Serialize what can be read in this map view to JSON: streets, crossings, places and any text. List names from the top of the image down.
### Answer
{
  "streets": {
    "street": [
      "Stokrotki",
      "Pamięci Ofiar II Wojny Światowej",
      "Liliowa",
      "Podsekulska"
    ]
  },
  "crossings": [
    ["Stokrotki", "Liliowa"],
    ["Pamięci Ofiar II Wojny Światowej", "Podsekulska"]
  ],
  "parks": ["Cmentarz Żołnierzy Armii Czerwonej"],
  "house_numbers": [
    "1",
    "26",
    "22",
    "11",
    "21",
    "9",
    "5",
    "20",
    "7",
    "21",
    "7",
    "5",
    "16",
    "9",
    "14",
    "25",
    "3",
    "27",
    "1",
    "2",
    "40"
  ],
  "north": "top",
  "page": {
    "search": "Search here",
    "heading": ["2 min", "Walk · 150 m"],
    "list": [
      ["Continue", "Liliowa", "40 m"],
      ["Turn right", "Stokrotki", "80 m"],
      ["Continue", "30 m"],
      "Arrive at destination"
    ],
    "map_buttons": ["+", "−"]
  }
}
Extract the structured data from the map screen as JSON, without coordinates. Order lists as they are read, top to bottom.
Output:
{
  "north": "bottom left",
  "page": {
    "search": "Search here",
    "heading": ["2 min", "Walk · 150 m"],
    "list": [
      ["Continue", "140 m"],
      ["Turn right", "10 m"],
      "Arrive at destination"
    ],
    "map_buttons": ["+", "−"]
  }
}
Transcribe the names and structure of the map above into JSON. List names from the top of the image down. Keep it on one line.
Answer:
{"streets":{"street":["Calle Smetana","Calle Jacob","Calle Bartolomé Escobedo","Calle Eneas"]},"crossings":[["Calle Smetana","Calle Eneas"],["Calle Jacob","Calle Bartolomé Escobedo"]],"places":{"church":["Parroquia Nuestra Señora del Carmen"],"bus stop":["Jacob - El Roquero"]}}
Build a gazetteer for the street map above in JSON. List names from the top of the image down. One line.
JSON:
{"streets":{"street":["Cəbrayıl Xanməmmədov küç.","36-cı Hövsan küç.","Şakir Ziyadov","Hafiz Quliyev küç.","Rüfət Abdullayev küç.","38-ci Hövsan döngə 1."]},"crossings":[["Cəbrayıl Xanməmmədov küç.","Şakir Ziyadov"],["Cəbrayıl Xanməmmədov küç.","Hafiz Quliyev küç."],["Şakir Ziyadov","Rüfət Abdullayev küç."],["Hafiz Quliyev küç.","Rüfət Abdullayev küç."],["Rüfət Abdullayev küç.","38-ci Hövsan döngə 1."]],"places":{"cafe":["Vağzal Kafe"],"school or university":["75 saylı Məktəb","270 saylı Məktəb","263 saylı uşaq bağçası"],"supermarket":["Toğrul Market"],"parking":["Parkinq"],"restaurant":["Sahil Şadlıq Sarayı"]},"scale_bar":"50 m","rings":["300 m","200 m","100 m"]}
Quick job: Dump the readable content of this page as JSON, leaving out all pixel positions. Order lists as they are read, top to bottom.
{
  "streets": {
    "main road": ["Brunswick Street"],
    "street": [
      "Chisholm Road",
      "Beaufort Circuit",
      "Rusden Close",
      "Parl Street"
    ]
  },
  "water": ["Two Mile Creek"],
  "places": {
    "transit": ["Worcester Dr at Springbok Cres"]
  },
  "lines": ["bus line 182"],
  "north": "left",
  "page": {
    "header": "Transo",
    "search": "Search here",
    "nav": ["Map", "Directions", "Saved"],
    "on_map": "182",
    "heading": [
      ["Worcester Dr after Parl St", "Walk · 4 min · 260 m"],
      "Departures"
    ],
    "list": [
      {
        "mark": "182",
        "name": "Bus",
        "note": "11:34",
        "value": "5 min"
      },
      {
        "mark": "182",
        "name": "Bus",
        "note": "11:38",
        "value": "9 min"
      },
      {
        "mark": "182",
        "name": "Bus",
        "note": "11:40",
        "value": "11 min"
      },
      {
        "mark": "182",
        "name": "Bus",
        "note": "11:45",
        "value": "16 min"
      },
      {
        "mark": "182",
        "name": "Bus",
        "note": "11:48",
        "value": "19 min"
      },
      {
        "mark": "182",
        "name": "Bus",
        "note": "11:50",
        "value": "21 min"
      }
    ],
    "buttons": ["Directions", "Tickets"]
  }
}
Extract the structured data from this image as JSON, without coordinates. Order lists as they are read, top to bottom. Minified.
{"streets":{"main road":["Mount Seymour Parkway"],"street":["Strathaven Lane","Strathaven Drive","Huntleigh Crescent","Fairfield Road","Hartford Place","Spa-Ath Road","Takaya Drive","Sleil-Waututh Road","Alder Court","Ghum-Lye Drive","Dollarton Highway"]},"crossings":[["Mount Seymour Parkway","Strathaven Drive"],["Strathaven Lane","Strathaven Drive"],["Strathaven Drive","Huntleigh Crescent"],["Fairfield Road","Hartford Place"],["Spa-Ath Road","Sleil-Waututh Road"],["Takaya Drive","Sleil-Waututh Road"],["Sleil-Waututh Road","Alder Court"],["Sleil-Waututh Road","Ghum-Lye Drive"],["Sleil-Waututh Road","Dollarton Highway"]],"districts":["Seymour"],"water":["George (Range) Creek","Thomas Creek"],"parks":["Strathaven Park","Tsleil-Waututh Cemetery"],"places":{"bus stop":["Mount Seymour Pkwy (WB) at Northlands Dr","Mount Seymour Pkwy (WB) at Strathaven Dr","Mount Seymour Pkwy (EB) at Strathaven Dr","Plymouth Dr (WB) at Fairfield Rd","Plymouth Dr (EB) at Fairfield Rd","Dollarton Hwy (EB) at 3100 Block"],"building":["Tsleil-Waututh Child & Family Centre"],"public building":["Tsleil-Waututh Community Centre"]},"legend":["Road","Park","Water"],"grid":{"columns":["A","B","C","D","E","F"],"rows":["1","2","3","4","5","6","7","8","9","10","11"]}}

══════════════════════════════

• [Exercise requirements]: Show every line above in which the word "this" is found.

• [Exercise output]:
Serialize what can be read in this map view to JSON: streets, crossings, places and any text. List names from the top of the image down.
Quick job: Dump the readable content of this page as JSON, leaving out all pixel positions. Order lists as they are read, top to bottom.
Extract the structured data from this image as JSON, without coordinates. Order lists as they are read, top to bottom. Minified.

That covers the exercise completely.